We interviewed Lucy Moore’s pals in person and got nothing from them. We examined the Boneybefore postcard and the only prints were mine and the letter carrier. We looked and looked again for any links between the victims but there were none that we could find. We checked for Tommy Little’s missing Ford Granada but came up empty. I examined the music scores and played the records. I looked at the “hit list” and asked Crabbie to see if there were any links between the people there. Again none beyond the obvious. The inferences we drew from our inquiries took us down several blind alleys just like in a real labyrinth.

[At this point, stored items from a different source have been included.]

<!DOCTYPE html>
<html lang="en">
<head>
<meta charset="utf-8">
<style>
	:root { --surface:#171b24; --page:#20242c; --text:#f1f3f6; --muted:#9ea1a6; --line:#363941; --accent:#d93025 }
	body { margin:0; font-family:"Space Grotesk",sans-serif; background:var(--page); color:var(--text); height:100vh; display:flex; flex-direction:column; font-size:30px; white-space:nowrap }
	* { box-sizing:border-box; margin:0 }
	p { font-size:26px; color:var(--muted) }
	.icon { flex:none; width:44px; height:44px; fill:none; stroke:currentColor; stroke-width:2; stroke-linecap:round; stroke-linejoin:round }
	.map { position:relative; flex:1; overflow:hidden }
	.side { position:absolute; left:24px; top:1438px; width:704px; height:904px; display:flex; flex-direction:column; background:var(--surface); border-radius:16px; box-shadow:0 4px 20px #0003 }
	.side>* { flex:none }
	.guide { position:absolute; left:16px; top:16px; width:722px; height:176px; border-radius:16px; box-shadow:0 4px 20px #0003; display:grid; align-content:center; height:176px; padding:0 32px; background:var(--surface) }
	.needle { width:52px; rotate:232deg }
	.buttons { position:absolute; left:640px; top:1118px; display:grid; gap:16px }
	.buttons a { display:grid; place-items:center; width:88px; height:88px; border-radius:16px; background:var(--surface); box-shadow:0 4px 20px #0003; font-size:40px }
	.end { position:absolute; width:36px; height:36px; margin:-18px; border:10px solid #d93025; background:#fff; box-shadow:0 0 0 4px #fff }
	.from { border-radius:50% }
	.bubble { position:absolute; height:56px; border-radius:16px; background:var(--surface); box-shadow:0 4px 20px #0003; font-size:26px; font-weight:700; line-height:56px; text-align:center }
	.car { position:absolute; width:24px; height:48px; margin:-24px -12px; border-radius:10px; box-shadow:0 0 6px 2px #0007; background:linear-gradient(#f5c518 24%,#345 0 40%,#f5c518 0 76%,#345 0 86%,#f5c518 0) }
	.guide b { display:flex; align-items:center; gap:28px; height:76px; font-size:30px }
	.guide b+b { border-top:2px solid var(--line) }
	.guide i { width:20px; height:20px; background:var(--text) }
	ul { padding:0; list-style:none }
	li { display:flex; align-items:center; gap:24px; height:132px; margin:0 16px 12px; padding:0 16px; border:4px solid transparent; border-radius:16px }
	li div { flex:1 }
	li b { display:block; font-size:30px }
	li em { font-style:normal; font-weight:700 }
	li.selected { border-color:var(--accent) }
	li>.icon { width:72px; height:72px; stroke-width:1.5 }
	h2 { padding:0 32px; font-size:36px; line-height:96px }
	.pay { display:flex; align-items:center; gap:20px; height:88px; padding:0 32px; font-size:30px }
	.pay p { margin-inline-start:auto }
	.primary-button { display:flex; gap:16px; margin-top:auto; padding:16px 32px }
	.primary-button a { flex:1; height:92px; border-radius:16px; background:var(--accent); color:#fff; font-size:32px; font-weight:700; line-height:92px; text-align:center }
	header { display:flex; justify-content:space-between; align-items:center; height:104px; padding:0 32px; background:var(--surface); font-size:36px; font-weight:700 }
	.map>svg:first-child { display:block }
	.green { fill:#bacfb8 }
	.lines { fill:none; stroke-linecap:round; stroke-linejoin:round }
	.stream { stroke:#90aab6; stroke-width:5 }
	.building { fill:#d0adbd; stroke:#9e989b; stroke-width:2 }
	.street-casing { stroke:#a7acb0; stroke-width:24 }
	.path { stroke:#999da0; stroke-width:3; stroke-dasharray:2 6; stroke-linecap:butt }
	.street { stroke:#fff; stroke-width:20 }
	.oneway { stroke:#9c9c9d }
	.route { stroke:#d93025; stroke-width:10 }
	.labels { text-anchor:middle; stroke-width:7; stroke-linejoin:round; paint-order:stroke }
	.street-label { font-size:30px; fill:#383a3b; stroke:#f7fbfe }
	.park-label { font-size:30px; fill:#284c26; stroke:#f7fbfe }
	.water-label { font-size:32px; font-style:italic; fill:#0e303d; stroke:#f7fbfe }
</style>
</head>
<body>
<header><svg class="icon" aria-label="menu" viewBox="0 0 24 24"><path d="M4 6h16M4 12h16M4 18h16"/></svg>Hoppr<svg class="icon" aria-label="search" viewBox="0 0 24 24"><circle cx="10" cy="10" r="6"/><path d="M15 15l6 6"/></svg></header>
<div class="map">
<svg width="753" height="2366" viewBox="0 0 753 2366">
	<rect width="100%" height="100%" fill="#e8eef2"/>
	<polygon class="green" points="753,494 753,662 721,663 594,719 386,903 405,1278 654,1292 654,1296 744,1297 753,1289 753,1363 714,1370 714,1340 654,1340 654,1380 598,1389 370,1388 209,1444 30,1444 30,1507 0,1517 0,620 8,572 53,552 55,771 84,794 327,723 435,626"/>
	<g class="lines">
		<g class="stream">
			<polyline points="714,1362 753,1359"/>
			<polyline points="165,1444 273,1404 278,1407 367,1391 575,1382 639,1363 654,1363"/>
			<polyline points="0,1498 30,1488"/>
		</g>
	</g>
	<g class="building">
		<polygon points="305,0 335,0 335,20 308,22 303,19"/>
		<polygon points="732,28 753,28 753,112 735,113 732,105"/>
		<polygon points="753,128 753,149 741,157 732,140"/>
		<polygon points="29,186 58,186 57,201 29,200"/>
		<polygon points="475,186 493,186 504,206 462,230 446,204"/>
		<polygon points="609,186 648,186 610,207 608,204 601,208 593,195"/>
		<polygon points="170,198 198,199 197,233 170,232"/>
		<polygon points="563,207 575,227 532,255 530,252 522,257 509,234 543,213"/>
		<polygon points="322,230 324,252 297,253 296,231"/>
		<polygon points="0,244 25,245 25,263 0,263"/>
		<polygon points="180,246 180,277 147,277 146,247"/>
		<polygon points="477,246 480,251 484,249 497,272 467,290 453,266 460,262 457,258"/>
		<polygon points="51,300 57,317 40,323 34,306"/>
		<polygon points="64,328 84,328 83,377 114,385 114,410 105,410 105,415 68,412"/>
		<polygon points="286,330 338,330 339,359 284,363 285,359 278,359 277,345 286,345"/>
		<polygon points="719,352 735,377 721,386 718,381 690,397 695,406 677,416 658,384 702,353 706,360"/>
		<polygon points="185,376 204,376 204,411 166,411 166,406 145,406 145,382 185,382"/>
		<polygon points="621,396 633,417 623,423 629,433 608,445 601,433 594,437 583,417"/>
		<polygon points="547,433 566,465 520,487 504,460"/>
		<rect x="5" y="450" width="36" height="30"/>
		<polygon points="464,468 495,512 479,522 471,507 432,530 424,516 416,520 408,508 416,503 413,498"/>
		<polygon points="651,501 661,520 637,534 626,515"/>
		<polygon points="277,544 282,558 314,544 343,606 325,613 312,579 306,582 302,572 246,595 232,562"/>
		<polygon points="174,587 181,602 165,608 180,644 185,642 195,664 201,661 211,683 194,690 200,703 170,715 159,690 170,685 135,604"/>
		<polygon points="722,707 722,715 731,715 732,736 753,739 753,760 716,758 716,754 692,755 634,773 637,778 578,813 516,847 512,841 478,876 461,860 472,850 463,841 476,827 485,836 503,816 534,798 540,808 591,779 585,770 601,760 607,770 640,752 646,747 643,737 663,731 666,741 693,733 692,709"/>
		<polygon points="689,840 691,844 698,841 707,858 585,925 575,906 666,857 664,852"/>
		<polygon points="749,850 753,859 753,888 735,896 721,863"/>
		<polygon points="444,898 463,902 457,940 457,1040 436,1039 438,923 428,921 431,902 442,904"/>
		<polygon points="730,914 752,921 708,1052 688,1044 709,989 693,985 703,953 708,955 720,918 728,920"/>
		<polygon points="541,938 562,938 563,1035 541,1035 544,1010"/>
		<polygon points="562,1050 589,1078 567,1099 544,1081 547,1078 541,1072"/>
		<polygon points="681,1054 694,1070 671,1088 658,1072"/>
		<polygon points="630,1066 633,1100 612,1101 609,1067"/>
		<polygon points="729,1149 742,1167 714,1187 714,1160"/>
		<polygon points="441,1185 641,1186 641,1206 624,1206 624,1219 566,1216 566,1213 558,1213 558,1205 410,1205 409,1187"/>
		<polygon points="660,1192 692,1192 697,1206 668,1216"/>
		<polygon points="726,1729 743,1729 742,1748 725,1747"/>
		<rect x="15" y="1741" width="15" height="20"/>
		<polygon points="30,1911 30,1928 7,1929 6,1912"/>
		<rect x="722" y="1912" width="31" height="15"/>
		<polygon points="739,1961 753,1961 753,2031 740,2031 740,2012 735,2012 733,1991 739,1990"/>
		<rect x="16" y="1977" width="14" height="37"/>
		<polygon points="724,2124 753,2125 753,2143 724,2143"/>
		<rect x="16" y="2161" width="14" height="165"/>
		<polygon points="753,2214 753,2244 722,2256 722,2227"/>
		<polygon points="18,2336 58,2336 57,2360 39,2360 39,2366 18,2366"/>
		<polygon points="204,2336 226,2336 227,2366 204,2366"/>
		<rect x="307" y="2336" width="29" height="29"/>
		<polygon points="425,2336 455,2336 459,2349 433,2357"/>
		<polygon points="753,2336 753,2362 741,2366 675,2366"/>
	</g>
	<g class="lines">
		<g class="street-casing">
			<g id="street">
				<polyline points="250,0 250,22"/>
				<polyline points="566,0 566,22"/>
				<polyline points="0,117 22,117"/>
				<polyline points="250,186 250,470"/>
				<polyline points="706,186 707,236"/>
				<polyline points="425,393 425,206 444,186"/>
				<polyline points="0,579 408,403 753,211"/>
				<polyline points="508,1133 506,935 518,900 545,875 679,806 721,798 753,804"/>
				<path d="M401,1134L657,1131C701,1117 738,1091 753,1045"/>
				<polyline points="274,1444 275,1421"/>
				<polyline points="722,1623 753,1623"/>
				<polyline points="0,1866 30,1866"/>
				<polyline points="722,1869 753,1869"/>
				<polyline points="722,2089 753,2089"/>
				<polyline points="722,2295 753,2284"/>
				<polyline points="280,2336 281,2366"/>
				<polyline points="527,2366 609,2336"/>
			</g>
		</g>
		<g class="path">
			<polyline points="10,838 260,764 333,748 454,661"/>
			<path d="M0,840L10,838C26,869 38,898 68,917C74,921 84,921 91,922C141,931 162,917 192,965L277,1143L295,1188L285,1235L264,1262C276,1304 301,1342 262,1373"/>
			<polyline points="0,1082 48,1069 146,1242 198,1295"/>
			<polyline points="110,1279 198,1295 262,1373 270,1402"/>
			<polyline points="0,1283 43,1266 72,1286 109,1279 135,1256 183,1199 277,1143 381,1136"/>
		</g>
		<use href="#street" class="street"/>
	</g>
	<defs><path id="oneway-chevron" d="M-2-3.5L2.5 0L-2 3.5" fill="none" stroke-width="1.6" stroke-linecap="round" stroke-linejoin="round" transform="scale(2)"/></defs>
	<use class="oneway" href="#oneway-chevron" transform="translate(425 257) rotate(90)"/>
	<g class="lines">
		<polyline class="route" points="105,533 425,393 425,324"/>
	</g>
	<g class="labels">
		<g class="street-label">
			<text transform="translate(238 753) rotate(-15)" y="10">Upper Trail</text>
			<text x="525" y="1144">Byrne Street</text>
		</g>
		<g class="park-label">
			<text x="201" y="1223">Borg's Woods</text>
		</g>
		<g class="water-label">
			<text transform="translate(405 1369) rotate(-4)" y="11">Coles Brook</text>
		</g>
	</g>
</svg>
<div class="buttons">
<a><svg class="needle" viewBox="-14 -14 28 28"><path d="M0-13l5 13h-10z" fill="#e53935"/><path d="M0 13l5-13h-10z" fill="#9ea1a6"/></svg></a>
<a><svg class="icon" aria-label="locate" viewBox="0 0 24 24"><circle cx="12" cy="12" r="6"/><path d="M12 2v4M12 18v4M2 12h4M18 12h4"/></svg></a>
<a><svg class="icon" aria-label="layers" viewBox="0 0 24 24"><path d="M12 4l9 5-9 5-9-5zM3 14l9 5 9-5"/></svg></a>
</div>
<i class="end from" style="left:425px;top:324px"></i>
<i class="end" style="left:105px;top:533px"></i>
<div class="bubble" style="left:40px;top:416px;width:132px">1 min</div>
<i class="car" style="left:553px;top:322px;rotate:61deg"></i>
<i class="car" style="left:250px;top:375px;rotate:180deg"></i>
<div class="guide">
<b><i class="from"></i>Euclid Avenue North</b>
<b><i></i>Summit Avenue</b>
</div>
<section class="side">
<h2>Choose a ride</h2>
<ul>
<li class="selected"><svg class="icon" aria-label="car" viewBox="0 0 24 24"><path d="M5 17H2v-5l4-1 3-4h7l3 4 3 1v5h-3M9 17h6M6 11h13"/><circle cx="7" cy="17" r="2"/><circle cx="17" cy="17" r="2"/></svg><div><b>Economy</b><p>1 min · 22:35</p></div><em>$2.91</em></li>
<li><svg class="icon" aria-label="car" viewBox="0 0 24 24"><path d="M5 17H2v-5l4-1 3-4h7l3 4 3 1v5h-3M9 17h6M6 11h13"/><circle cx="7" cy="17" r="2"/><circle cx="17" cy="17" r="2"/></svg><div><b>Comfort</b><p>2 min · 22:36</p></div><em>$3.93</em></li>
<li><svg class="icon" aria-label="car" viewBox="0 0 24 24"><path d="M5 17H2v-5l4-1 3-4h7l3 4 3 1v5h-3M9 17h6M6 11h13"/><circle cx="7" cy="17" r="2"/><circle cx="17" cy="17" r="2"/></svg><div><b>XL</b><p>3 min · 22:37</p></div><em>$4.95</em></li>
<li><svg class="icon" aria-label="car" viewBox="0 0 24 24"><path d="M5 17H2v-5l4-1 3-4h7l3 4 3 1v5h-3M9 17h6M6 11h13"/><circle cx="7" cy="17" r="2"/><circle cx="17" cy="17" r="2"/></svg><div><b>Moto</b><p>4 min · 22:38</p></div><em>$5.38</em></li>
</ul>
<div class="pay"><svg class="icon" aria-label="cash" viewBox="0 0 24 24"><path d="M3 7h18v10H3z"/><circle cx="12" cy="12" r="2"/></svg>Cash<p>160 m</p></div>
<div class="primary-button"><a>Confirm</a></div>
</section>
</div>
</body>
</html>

On Tuesday afternoon we got a fax from the coroner’s office. Sir David Fitzhughes, the Coroner for East Antrim, had read Dr Cathcart’s pathology report and our notes and had issued a preliminary finding of death by suicide on Lucy Moore. The full inquest would be in November but this preliminary finding was enough to have Brennan breathing down my neck to bin the case.
On the one hand we didn’t know where Lucy had been staying since Christmas. On the other hand hiding a pregnant woman wasn’t a crime. Not even in Belfast. Brennan wanted my full attention on the murders. The patho said Lucy killed herself, the coroner said Lucy killed herself, the papers said Lucy killed herself.
I wasn’t that happy about it. I agreed to suspend the investigation but not close the case. I wrote “Possible suicide” on the file.
I completed my psych profile of the killer. It was standard stuff from the Wrigley-Carmichael index: A white male, 25–45, moderately high IQ, almost certainly an ex-prisoner, and almost certainly a sex offender of some type. We ran the names through the database. We got twenty-three matches but no one who was still around. Every single one of them was living in England, Scotland or further afield. As soon as they got out of prison sex offenders fled Northern Ireland because they knew that sooner or later they would be kneecapped or murdered by a paramilitary chieftain looking to make a name for himself.